What does regulatory flexibility look like in practice?

Less extensive pre-market clinical data possible

For standard high-risk products, large, randomised, controlled trials are often expected. For orphan devices, the Notified Body may, under certain conditions, accept:

• smaller sample sizes,
• non-randomised studies,
• single-arm studies without a traditional control group,
• pragmatic study designs that take real-world feasibility into account.

The key factor is that the overall body of evidence – pre-market and post-market – is consistent and sufficient.

Use of alternative data sources

Alternative sources of evidence can be drawn upon more extensively for clinical evaluation, for example:

• real-world data from healthcare settings,
• registry data,
• historical controls,
• literature on the condition and comparable products,
• data from similar indications or product variants.

However, these sources must be evaluated using sound methodology and incorporated into a coherent clinical argument.

Greater shift towards the post-market phase

A key aspect of flexibility is: more data after market launch rather than exclusively before.

Typical tools:

• PMCF studies specifically for rare diseases,
• indication-specific patient registries,
• structured long-term data collection,
• defined milestones for reassessing the risk-benefit ratio.

The principle of proportionality in the MDR

The MDR requires ‘proportionate clinical evidence’. This means that the scope and depth of the clinical evidence must be proportionate to:

• the rarity of the condition,
• the severity of the condition and the medical need,
• the availability or unavailability of alternatives,
• realistic possibilities for studies.

The MDR is demanding, but not blind to the realities of rare diseases.

Conclusion: Flexibility yes – responsibility too

Orphan devices operate in a tension between high medical need, limited data and high regulatory standards.

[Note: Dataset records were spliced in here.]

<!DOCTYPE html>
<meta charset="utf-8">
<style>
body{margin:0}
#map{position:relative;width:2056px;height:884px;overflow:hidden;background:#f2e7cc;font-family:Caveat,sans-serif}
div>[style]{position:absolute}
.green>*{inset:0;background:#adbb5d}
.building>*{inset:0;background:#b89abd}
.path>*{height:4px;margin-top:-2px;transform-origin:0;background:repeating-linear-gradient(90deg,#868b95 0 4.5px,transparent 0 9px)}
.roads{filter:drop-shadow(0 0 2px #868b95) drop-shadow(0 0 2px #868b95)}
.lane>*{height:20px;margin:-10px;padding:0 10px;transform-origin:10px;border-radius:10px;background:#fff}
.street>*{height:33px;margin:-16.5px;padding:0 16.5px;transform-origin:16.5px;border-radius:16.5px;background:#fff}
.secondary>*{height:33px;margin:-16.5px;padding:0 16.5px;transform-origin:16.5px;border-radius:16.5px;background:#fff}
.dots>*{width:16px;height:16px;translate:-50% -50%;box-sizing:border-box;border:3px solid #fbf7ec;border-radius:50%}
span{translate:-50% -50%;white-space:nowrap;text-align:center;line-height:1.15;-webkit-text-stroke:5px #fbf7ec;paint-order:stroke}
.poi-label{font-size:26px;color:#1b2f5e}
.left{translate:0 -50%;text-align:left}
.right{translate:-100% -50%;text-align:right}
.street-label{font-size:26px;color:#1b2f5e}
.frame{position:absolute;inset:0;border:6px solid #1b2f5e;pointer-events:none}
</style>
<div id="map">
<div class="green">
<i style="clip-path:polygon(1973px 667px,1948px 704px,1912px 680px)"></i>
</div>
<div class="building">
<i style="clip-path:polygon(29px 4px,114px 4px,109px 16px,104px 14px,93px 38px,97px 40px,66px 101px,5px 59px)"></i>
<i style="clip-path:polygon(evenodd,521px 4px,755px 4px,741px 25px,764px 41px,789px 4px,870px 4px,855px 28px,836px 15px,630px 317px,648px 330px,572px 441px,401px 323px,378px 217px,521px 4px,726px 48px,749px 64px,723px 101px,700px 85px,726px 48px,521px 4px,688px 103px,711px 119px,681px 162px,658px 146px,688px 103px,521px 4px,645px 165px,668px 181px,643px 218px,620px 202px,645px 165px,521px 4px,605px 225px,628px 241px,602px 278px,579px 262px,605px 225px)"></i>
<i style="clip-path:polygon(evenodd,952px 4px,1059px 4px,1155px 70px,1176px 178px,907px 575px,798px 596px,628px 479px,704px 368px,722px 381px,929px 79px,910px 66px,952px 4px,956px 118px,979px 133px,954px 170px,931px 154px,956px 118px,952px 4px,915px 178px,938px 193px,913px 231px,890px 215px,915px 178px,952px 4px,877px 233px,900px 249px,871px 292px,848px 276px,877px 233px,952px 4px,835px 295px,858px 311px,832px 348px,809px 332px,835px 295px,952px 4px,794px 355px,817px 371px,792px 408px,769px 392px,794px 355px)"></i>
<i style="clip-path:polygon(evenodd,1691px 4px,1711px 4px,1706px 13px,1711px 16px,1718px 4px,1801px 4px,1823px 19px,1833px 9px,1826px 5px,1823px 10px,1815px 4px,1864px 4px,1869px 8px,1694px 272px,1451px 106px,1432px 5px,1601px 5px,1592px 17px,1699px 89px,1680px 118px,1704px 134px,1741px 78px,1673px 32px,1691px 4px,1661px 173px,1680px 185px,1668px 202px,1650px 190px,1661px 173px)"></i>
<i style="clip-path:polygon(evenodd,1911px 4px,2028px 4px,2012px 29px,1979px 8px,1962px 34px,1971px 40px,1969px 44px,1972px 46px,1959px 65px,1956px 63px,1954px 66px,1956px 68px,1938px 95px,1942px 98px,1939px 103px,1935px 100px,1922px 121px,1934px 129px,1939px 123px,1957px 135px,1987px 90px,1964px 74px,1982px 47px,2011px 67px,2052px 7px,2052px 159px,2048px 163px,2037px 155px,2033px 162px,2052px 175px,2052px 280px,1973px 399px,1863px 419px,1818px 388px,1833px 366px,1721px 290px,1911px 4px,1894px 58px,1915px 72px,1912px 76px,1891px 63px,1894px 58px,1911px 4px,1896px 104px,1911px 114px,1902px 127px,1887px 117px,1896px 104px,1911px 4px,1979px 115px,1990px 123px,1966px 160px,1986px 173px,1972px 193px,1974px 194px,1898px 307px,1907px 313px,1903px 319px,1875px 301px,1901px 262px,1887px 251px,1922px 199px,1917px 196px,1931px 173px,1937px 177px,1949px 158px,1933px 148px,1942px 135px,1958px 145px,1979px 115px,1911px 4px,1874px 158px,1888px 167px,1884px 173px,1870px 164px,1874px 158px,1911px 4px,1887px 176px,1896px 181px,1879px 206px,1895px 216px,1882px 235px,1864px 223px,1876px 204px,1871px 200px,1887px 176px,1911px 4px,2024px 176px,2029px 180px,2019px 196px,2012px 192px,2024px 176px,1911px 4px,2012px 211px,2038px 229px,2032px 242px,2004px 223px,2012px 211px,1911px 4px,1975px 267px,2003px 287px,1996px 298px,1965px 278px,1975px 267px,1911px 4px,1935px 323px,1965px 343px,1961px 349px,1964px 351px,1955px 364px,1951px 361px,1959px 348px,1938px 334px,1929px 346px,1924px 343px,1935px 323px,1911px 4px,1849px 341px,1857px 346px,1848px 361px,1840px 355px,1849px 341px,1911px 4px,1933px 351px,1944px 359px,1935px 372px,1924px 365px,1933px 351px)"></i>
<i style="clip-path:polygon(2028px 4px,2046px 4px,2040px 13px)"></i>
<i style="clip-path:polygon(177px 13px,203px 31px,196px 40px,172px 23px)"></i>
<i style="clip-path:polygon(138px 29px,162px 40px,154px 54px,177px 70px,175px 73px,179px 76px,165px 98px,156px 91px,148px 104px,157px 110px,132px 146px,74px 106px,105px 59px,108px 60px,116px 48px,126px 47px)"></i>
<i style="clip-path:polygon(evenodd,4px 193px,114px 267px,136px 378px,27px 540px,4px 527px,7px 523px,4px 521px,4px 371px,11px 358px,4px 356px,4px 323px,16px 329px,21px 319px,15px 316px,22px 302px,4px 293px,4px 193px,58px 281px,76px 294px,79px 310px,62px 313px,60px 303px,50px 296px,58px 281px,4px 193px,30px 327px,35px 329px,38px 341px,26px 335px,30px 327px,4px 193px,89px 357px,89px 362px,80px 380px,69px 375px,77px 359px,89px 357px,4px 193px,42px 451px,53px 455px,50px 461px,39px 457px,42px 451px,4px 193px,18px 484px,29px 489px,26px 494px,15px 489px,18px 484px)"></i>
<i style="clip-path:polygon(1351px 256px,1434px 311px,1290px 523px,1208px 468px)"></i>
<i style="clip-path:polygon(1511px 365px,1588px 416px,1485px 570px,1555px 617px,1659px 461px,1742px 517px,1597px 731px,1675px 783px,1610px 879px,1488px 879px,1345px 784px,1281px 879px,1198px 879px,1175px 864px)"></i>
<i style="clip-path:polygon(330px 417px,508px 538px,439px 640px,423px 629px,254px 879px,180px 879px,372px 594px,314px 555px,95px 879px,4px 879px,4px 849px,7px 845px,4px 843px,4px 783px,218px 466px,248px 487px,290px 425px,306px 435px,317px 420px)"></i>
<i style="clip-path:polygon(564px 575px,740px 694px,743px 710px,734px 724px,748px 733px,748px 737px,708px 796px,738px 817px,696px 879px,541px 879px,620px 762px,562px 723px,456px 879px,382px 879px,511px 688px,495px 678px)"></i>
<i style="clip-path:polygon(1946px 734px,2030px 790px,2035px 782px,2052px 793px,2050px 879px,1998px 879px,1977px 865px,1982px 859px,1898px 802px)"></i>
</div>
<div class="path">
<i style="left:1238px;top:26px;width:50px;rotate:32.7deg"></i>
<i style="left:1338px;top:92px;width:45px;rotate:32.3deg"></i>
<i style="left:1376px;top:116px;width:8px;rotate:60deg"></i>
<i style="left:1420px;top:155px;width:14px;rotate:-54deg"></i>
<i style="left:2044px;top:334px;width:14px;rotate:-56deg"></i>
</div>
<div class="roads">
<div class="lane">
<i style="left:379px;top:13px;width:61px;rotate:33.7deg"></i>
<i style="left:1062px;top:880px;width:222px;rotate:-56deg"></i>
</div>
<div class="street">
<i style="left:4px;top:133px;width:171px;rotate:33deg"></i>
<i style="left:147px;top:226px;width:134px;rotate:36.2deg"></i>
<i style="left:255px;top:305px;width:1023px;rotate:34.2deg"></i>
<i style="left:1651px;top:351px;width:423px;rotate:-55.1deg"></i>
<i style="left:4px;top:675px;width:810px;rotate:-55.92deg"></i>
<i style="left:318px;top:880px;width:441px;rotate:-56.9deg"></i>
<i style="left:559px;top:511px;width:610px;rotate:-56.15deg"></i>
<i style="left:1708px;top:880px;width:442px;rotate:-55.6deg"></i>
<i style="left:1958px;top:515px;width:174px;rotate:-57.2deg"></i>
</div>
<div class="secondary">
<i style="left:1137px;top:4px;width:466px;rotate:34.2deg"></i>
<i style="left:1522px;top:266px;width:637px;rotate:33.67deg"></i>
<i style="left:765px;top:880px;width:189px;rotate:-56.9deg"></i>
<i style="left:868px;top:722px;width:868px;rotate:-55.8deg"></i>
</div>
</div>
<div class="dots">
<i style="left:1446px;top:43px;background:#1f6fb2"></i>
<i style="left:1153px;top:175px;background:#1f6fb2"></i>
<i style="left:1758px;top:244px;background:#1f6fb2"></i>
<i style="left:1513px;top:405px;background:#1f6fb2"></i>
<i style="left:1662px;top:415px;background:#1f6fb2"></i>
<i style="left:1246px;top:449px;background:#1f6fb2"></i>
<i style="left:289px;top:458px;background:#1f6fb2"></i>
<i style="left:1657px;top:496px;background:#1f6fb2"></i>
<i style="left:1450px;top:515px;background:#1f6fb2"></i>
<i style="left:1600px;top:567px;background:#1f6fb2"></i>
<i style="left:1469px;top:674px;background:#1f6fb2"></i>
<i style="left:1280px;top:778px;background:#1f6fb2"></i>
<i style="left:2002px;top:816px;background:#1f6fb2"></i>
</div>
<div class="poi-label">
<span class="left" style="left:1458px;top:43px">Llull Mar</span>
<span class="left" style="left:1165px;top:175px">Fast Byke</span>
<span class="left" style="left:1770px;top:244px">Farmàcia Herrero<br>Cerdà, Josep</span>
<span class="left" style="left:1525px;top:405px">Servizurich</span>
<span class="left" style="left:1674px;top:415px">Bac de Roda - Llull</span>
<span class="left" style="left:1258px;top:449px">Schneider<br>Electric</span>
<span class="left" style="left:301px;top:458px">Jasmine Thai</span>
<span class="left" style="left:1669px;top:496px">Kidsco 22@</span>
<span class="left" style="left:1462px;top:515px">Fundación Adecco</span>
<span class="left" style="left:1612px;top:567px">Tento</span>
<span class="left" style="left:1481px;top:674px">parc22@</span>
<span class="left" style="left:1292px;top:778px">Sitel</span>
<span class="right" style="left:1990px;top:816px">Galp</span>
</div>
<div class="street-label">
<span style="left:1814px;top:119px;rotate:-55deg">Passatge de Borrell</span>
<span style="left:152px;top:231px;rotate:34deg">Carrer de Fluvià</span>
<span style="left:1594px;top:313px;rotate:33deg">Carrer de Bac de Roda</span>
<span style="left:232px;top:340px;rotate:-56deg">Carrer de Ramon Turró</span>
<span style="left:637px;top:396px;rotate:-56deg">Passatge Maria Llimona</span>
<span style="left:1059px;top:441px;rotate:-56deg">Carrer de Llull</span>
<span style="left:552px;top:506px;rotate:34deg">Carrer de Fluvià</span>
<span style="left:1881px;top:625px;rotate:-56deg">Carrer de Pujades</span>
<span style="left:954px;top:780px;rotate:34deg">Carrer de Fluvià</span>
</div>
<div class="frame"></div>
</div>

The MDR – supported by guidelines such as MDCG 2024-10 – deliberately creates scope here so as not to hinder manufacturers with unrealistic study designs. At the same time, the standards for safety and clinical performance remain as high as ever.

Regulatory flexibility is not a ‘compromise’ on safety, but an invitation to work together to find feasible ways of still providing patients with rare diseases with safe and effective medical devices.